Weasel is an object marshalling library for PHP supporting JSON and XML. Marshalling is, by default, configured using "annotations", driven by the Doctrine\Common\Annotation library.
It also includes it's own Annotation library, Weasel\Annotation, but this is considered deprecated in favour of using Doctrine.
The latest version can be found here: https://github.com/moodev/php-weasel
The documentation can be found here: https://github.com/moodev/php-weasel/wiki
If you can, use composer. If you can't, you'll find the list of dependencies in composer.json.
Annotate the classes you want to serialize/deserialize (see the documentation.)
Then:
$factory = new WeaselDoctrineAnnotationDrivenFactory();
// optionally:
// $factory->setCache($cacheInstance);
// $factory->setLogger($psr3LoggerInstance);
$mapper = $factory->getJsonMapperInstance();
$thing = $mapper->readString($json, $typeToDecodeTo);
$backToJson = $mapper->writeString($thing);
json_decode() decodes to arrays or stdObj. Weasel, while making use of json_decode() internally, maps to objects; It's basically a configuration driven Object Mapper for JSON.
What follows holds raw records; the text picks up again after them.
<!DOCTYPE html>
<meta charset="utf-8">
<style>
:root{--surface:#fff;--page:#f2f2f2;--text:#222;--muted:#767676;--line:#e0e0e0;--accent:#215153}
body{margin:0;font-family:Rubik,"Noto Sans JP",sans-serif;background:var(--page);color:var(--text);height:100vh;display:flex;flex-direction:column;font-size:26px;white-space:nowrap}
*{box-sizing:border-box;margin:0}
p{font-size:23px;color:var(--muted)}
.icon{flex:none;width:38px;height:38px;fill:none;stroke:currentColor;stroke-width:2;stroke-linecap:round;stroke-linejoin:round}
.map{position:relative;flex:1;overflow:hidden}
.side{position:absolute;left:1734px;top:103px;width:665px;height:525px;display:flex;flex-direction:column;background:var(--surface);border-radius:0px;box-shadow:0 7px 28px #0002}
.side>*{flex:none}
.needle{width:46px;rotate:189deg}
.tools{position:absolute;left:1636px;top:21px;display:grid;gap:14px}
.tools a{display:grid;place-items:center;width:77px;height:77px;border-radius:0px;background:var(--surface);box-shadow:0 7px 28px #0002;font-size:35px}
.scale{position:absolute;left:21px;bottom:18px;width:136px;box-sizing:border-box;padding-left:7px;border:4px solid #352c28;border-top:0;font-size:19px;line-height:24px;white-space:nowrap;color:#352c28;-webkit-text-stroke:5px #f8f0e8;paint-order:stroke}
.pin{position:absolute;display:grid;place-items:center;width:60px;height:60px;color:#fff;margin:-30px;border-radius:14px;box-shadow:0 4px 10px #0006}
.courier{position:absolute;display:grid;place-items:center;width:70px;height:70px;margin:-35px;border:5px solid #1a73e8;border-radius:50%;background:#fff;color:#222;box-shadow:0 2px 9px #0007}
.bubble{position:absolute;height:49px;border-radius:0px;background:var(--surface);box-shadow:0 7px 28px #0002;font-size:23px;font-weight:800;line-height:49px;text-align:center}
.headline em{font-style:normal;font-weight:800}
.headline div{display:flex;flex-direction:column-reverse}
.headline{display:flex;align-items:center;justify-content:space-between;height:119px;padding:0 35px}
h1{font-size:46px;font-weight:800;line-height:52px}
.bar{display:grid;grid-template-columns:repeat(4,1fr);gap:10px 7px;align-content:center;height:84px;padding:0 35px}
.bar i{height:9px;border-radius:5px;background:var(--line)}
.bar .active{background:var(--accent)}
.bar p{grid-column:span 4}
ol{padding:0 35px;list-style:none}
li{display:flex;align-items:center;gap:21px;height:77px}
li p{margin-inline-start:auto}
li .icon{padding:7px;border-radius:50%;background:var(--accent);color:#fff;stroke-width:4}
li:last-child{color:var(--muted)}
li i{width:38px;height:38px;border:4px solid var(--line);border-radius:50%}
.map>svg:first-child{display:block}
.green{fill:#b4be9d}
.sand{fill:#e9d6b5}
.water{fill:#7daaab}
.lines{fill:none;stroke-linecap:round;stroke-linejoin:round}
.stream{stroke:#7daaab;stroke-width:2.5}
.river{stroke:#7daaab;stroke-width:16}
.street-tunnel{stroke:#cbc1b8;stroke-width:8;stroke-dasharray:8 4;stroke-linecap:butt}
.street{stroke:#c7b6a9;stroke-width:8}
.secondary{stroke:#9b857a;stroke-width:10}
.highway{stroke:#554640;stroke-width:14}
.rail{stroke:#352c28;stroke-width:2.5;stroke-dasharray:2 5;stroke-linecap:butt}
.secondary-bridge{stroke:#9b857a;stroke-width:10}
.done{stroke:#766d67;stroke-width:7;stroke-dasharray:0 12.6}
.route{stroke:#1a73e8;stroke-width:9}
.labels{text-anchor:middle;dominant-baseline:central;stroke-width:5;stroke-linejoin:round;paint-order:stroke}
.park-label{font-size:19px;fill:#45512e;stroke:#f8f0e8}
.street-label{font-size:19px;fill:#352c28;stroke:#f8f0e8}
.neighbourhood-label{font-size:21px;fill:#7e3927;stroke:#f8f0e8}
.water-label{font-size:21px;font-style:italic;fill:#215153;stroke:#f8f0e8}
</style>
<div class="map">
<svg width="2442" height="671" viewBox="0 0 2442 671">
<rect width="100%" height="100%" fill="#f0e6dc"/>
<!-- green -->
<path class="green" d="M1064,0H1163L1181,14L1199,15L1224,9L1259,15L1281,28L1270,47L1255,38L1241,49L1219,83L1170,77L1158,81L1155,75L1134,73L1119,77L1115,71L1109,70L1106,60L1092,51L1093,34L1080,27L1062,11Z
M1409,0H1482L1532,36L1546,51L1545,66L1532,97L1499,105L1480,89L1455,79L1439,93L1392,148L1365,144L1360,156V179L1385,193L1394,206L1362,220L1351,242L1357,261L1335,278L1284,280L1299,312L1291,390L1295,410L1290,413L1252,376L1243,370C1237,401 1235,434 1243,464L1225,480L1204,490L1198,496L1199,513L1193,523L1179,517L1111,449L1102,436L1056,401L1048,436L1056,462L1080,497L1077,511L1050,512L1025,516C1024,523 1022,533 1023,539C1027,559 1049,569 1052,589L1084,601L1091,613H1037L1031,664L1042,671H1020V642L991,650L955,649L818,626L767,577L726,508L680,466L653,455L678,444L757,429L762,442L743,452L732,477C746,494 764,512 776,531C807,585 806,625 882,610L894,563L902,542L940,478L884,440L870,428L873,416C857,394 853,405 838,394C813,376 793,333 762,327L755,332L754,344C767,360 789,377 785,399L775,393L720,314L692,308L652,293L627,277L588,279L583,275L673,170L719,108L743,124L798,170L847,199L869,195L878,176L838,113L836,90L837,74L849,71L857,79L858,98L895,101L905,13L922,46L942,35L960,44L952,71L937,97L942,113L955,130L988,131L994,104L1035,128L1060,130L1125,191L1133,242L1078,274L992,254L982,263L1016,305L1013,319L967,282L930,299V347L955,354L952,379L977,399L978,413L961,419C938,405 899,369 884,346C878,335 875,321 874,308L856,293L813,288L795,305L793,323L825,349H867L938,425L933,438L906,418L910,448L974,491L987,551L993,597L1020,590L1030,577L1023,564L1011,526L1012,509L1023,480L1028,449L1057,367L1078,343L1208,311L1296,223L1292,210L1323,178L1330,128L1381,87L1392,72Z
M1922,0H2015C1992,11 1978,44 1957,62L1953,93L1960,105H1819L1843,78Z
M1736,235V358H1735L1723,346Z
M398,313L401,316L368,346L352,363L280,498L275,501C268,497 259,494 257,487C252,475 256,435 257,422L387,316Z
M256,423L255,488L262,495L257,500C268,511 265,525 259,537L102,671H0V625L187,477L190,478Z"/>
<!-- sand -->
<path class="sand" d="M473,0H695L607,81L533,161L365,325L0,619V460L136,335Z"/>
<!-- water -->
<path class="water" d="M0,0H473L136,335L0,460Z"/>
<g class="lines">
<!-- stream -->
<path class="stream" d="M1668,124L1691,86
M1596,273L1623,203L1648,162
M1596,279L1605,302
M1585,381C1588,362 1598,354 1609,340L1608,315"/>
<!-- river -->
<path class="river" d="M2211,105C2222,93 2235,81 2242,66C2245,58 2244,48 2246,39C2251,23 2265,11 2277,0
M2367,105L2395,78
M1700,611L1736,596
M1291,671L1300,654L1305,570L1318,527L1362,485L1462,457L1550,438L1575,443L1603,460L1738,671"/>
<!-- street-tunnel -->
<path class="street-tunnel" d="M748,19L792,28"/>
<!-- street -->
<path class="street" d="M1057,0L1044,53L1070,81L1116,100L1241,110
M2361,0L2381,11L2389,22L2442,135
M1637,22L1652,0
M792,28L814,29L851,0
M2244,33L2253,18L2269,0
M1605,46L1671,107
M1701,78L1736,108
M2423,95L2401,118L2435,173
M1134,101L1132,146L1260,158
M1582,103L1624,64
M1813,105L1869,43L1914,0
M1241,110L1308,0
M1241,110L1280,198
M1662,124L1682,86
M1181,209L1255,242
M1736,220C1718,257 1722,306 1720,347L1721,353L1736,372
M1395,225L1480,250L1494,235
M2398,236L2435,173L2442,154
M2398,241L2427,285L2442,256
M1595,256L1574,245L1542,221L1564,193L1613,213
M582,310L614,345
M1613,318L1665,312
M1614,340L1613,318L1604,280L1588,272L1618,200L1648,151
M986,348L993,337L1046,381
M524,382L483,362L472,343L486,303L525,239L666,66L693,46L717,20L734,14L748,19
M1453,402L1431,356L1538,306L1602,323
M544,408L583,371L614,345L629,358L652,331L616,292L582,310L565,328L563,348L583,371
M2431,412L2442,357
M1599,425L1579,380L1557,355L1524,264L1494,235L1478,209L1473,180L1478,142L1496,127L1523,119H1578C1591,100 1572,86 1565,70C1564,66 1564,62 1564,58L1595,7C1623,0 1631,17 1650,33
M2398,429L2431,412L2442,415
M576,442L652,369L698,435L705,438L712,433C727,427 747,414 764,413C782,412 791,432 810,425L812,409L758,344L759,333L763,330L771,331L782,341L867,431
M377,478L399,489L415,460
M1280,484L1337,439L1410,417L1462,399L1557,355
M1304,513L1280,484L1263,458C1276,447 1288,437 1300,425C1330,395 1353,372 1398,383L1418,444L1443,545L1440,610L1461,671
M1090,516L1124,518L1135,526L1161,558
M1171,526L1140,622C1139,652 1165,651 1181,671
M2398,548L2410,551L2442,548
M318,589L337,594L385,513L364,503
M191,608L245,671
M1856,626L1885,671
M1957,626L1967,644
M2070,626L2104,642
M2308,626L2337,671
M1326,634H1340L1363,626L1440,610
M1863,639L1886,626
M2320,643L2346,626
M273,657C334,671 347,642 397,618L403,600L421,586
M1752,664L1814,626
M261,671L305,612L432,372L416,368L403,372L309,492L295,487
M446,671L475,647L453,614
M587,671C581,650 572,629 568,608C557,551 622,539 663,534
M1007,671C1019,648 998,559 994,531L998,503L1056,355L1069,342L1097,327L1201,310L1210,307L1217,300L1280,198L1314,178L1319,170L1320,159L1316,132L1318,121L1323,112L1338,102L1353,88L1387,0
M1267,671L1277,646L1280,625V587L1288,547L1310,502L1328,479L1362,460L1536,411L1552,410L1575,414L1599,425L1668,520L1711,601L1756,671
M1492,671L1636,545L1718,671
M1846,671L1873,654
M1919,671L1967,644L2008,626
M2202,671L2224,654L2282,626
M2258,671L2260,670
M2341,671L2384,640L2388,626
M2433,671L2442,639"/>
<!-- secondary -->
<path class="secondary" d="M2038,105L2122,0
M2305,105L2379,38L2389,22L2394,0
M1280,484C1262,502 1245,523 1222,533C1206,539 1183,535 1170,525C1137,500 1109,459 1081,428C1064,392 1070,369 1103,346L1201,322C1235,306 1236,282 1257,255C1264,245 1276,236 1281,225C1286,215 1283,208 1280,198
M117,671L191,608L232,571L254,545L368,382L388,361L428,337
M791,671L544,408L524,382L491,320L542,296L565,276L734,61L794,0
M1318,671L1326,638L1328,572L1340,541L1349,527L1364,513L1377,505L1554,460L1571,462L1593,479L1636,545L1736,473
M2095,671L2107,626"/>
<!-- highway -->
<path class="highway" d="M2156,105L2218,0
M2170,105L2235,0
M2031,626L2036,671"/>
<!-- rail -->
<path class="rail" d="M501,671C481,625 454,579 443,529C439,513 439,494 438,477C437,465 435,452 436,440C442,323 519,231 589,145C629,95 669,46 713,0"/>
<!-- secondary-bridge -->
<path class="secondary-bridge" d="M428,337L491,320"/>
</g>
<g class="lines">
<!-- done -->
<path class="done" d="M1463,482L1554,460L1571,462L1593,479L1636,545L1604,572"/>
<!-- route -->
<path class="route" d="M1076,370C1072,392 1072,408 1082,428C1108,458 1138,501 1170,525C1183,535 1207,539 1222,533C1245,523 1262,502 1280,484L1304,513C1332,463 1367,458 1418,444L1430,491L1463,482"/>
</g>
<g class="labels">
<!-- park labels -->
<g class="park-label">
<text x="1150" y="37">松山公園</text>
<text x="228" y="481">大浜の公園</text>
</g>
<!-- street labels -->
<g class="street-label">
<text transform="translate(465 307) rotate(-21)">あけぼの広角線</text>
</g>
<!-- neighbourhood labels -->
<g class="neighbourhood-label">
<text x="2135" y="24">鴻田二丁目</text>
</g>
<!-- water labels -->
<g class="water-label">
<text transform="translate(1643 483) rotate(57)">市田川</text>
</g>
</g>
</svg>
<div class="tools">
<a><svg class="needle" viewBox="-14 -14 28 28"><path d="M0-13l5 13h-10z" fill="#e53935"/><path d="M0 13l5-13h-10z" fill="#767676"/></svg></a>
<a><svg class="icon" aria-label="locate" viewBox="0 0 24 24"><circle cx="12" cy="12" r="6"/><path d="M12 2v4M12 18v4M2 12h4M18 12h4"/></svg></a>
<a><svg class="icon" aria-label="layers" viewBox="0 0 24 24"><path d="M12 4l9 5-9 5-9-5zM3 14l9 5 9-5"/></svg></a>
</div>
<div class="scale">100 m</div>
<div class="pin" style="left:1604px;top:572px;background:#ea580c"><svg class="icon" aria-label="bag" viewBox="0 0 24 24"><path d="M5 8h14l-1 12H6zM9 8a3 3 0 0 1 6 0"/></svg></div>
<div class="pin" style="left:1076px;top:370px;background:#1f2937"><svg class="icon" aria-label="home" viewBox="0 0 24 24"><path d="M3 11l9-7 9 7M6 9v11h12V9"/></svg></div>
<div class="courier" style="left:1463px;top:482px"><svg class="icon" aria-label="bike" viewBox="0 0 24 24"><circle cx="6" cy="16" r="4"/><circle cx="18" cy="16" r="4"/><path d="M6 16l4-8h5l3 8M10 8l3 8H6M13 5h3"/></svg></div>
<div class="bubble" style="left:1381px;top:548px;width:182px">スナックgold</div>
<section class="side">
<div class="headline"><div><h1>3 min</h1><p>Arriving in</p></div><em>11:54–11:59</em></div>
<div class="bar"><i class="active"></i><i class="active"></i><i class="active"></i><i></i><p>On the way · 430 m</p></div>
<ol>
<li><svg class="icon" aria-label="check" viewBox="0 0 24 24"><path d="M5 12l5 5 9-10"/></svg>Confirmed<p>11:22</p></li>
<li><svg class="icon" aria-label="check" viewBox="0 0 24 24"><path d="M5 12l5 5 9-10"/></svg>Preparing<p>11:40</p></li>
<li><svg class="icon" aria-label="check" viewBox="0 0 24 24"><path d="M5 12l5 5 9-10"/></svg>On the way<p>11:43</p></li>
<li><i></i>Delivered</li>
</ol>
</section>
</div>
Meanwhile, json_encode() gives you no fine grained control over how your data gets serialized to JSON. You can't disable marshalling of fields, you can't add typing information without adding it to your classes, and, most annoyingly, you don't have any control over how array() gets mapped on a field-by-field basis. Weasel allows you to configure how fields are marshaled on a per field level: if you've got an array that should always be mapped as a JSON object, while other arrays need to be mapped as an array, you can have just that.
The XmlMarshaller just seemed like a good idea at the time. It probably wasn't. It's incomplete and unloved. As soon as I find a better approach to the problem, it'll be deprecated.
This project spawned from work on moo-php, a client library for the moo.com API. After writing serialization/deserialization code that was specific to that object structure, I realised that a general purpose, configurable, marshaller, similar to Jackson in the Java world, would be rather useful. Weasel is the result.